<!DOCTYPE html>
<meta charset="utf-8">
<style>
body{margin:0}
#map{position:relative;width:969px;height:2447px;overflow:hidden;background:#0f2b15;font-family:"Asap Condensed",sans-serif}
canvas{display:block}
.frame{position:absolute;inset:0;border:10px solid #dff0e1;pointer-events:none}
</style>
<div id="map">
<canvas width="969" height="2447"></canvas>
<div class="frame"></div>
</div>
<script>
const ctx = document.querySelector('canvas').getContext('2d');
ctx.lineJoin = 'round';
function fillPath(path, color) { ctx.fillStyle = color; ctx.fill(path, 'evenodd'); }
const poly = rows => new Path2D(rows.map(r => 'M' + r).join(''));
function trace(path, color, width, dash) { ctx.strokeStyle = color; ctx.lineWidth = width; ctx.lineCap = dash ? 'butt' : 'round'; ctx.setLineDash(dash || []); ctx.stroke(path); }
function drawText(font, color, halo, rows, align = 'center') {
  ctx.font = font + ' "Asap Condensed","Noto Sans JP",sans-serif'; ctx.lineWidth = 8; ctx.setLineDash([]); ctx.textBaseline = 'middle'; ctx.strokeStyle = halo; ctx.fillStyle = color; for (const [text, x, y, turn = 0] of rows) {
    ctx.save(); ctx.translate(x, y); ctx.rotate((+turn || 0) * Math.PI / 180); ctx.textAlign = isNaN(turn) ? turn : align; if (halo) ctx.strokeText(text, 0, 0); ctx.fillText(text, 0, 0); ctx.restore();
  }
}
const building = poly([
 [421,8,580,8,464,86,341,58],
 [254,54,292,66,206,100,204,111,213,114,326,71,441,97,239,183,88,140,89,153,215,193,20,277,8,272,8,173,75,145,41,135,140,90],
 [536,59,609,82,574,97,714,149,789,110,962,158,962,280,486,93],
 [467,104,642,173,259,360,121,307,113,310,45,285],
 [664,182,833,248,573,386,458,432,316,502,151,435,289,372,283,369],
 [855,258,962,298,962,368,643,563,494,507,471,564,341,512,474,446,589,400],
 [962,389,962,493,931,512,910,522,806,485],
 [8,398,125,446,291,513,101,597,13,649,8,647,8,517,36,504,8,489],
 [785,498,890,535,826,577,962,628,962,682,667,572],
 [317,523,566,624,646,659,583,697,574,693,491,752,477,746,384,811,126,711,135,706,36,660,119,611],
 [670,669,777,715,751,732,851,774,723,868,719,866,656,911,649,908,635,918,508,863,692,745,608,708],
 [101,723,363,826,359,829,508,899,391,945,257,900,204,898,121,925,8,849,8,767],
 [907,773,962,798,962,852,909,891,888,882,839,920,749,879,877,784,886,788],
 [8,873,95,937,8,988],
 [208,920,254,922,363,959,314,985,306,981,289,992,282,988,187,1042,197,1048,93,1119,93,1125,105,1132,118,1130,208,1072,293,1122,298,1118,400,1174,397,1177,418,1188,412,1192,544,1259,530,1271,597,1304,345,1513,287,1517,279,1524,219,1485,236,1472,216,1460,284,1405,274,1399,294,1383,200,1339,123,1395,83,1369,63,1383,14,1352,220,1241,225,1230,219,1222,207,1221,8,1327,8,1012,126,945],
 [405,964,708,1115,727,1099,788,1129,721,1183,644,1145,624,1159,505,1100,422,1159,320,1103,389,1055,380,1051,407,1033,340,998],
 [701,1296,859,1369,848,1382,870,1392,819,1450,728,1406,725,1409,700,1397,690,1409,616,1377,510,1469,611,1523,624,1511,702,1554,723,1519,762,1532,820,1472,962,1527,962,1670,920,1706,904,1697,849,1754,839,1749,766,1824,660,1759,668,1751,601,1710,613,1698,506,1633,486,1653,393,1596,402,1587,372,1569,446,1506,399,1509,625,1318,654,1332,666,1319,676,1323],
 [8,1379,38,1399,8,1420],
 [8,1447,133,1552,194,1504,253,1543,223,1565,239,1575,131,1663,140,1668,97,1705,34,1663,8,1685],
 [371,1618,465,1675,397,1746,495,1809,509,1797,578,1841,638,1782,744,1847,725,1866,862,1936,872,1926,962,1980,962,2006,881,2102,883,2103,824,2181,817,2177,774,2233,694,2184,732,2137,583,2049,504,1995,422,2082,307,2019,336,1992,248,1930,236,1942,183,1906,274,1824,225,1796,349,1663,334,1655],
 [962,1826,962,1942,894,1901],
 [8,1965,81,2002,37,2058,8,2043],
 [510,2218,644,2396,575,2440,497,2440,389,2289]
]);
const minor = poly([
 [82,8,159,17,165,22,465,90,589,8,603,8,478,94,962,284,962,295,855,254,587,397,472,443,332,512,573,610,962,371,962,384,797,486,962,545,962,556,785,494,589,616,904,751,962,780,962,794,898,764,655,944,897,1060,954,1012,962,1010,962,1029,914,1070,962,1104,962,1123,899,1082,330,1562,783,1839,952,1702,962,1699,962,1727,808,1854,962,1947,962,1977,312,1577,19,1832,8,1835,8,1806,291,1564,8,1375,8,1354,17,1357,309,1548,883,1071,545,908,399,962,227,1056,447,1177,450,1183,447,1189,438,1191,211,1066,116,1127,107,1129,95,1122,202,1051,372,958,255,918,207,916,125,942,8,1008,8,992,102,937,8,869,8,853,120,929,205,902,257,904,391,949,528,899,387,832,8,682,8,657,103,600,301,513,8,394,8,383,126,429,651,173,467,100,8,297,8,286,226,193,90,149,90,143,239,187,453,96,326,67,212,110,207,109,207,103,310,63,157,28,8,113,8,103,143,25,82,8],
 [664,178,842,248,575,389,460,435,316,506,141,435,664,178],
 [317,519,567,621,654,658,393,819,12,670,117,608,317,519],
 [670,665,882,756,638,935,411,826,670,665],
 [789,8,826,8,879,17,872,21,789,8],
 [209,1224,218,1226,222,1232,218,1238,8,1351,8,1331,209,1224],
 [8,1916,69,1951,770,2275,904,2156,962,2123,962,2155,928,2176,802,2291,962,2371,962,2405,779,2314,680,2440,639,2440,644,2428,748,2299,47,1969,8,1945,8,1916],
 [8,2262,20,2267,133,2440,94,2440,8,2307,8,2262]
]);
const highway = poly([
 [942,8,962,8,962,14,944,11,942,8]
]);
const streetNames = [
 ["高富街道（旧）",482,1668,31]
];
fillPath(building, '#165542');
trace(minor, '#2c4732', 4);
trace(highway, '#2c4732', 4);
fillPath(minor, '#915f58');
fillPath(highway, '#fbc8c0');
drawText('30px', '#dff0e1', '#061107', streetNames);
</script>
+++
## WHAT YOU HAVE TO DO
Lines with "function": copy every one of them from the listing above.

## COMPLETED EXERCISE
function fillPath(path, color) { ctx.fillStyle = color; ctx.fill(path, 'evenodd'); }
function trace(path, color, width, dash) { ctx.strokeStyle = color; ctx.lineWidth = width; ctx.lineCap = dash ? 'butt' : 'round'; ctx.setLineDash(dash || []); ctx.stroke(path); }
function drawText(font, color, halo, rows, align = 'center') {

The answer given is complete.